Telecommunications stock T-Mobile US Inc (NASDAQ:TMUS) was last seen down 1.5% to trade at $207.38, following a downgrade from Oppenheimer to "perform" from "outperform." The firm cited slowing industry subscriber growth, believing the company will have a hard time beating subscriber and free cash flow estimates.
TMUS has had a volatile year on the charts, recently hitting a Nov. 6 one-year low of $199.41 after trading as high as $276.49 in March. The stock's rebound from those lows was met with resistance at the previously supportive $220 level earlier this week. Since the start of the year, the equity is down roughly 5%.

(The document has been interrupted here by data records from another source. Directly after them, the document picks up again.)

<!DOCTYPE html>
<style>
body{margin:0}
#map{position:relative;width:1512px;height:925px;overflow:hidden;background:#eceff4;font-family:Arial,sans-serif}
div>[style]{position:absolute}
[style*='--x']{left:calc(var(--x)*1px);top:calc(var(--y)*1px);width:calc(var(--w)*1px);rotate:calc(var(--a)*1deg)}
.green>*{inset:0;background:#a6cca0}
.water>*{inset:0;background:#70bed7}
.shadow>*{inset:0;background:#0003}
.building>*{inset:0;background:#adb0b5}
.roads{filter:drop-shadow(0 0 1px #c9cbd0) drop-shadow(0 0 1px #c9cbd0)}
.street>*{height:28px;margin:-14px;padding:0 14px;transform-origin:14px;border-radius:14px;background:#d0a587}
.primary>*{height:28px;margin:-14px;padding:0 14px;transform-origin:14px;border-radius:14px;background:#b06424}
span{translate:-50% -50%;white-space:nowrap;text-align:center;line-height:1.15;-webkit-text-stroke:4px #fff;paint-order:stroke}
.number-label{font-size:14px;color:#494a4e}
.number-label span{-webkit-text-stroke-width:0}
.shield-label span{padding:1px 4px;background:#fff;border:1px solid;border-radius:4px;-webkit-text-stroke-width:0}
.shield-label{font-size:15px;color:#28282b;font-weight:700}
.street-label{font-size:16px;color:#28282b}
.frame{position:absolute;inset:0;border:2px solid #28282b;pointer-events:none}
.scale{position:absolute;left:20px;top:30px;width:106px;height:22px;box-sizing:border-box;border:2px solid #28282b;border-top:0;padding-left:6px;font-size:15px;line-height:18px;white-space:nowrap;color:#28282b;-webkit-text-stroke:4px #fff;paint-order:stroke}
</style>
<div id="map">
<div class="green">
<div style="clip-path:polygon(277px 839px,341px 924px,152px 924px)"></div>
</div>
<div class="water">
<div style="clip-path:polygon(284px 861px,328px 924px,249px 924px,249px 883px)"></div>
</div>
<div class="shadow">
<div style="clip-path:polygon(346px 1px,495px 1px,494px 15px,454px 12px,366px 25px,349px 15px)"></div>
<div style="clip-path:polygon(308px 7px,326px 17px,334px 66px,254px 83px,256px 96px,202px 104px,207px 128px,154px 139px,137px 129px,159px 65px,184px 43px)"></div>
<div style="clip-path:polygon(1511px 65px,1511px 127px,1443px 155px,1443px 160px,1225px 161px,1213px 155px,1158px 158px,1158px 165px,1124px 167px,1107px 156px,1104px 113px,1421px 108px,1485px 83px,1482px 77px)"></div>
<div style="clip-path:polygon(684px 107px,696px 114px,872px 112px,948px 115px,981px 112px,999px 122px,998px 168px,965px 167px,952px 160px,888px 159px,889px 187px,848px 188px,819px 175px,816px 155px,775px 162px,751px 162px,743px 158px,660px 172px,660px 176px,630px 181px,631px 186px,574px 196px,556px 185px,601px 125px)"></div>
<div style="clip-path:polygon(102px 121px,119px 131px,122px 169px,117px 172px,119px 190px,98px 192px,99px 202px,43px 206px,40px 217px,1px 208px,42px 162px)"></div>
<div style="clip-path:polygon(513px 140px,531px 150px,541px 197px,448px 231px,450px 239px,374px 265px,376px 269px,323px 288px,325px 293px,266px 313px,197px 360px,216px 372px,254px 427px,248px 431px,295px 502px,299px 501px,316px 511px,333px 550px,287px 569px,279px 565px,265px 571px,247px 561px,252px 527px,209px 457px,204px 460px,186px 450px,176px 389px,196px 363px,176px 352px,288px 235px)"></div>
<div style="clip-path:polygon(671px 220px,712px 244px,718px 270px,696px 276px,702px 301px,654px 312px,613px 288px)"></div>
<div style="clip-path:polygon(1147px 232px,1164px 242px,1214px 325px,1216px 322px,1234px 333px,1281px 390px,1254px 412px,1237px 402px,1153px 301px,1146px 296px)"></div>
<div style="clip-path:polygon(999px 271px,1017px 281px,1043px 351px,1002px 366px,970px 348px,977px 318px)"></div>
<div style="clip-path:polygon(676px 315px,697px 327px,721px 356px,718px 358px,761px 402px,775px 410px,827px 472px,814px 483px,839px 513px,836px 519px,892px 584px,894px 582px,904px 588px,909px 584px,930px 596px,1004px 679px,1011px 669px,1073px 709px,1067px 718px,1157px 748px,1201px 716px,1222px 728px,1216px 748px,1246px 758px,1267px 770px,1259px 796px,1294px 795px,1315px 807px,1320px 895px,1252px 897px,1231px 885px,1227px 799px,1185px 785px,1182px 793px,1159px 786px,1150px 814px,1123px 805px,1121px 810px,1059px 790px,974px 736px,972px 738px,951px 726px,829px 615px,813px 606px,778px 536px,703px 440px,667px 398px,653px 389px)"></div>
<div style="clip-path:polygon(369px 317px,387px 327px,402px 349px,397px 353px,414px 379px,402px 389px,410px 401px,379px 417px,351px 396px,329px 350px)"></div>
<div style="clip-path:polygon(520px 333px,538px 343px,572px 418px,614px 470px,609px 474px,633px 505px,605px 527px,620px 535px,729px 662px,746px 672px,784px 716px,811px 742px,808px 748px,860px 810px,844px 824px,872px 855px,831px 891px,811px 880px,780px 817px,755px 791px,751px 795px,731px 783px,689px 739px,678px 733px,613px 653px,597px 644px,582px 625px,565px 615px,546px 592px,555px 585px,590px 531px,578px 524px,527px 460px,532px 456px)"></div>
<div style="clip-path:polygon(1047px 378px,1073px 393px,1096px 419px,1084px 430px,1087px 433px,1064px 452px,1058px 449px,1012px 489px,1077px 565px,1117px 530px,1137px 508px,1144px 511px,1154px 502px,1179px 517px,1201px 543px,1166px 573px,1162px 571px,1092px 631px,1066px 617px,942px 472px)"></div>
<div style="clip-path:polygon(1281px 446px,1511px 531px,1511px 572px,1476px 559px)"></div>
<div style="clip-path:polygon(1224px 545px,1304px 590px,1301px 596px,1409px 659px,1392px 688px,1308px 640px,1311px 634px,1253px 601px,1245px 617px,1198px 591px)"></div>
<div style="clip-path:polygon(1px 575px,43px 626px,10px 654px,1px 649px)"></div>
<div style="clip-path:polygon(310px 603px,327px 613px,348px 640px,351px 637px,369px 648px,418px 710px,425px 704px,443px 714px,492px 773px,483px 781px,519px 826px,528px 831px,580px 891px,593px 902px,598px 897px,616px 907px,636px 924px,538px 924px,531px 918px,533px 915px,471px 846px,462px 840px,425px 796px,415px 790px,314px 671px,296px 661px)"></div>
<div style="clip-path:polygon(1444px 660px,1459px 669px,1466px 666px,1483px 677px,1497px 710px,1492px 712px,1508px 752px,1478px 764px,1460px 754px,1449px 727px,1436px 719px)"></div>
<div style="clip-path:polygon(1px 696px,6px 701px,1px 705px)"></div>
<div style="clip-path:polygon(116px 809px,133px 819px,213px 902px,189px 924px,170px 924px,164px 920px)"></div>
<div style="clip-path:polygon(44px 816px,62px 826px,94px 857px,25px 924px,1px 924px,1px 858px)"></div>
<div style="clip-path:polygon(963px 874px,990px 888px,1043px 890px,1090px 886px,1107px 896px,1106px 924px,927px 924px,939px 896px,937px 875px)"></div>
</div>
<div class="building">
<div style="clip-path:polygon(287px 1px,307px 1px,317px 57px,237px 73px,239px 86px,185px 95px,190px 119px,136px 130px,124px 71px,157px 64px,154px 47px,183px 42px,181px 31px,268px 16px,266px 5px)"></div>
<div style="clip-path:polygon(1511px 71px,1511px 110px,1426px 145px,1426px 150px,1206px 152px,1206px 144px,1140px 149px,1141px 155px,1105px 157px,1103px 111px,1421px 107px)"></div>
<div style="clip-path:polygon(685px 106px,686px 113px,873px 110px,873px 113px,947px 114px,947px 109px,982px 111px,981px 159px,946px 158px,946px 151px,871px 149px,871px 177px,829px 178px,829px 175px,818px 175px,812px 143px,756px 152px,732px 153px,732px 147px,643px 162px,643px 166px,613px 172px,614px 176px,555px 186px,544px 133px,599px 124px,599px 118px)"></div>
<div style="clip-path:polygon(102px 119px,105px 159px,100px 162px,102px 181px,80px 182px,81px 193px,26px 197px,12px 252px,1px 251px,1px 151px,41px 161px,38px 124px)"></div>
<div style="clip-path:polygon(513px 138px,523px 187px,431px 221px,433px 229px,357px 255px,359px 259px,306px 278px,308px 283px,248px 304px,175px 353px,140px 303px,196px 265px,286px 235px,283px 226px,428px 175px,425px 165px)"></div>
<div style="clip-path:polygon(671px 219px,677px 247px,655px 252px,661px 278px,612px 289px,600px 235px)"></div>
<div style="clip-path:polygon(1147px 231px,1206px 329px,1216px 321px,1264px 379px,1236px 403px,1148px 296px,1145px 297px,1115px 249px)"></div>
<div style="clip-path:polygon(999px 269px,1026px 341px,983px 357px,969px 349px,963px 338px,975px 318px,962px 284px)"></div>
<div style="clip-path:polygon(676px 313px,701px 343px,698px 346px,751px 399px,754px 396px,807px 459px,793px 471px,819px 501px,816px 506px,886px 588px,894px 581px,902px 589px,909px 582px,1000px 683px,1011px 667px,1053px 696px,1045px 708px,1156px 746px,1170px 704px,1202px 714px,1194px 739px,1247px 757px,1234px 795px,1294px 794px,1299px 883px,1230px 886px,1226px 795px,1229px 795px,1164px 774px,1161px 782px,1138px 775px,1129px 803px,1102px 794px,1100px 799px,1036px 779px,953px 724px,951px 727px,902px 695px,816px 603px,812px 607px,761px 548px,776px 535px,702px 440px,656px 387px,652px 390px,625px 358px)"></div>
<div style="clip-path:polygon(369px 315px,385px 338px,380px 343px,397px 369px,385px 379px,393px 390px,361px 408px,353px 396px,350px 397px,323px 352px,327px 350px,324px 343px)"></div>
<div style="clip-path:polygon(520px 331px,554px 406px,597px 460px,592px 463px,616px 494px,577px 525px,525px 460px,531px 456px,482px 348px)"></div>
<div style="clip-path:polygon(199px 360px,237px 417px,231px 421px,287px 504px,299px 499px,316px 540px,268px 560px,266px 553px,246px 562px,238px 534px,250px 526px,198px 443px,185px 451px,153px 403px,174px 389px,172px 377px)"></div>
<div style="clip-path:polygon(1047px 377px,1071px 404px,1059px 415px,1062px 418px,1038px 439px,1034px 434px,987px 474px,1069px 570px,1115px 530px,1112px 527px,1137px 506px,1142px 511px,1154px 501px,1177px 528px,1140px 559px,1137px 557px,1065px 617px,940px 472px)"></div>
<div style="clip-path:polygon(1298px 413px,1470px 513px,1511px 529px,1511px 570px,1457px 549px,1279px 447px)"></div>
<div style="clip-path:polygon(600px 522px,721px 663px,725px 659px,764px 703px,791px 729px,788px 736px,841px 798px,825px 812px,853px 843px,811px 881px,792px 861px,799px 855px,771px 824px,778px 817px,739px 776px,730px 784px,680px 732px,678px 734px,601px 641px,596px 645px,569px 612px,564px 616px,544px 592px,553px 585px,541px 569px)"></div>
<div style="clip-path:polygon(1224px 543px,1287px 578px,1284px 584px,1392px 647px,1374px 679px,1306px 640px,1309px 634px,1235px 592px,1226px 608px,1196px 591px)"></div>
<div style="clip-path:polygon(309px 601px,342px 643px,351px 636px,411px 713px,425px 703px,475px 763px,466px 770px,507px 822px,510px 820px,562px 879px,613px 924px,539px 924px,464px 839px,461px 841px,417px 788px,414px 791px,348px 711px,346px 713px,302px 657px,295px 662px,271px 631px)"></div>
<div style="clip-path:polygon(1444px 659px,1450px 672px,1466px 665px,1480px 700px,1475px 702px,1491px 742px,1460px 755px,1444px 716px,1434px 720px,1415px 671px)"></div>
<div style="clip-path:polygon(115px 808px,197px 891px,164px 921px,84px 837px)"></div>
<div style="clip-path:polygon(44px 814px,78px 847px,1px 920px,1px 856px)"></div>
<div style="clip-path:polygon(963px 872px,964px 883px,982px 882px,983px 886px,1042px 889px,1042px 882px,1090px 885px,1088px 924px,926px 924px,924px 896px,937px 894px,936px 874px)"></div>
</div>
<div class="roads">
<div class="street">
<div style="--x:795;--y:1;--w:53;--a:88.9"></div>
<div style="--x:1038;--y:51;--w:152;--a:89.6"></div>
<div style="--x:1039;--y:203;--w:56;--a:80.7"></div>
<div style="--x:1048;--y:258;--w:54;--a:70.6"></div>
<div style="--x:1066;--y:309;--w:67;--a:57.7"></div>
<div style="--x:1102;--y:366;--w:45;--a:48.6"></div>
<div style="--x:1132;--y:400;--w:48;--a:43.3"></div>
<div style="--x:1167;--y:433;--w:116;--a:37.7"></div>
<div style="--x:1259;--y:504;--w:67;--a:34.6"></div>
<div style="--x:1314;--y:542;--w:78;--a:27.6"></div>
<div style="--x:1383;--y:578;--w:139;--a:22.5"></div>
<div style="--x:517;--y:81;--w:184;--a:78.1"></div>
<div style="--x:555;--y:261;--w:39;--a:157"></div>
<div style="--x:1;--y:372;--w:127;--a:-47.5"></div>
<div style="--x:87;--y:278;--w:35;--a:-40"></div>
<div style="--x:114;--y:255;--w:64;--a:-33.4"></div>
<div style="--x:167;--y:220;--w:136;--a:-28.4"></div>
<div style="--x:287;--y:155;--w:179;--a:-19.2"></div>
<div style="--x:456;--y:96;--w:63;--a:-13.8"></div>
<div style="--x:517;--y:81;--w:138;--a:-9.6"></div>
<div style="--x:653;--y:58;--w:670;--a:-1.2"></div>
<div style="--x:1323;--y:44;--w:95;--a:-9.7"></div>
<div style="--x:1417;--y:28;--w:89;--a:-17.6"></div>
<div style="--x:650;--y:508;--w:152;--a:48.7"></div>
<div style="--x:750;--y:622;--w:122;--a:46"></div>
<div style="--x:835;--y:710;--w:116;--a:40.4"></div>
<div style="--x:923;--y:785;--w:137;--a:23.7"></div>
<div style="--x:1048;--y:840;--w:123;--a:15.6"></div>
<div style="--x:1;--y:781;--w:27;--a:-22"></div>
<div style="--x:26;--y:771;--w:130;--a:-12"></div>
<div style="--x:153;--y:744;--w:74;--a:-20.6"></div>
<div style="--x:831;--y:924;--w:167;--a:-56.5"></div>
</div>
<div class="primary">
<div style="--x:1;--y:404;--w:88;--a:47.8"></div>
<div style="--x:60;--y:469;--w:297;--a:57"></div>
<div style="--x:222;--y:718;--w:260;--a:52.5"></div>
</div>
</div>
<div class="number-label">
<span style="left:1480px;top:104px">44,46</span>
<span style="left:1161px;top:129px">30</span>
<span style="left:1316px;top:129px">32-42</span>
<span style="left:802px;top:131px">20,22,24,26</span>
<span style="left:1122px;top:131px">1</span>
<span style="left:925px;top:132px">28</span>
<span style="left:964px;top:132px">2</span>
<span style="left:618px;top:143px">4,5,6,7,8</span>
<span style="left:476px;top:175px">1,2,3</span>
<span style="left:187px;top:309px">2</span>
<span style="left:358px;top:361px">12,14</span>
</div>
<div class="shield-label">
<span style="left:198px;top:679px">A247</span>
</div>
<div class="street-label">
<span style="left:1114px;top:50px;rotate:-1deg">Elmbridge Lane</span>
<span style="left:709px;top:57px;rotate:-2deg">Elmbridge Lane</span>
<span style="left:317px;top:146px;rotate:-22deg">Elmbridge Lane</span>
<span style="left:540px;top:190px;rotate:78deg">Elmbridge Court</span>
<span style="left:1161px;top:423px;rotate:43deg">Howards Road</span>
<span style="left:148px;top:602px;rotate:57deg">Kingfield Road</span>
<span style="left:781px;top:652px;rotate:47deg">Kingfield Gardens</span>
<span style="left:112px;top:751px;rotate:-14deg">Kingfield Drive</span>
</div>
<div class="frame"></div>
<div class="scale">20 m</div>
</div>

Options traders appear to be buying in on the dip after the stock's early-November lows. TMUS' 10-day call/put volume ratio of 3.94 at the International Securities Exchange (ISE), Chicago Board Options Exchange (CBOE), and NASDAQ OMX PHLX (PHLX) ranks higher than all other readings from the past year. Echoing this bullish outlook is T-Mobile's Schaeffer's put/call open interest ratio (SOIR) of 0.45, which sits in just the lowest percentile of its annual range.
T-Mobile stock has tended to exceed option traders' volatility expectations during the past year, per its Schaeffer's Volatility Scorecard (SVS) which is sitting at a 91 out of 100.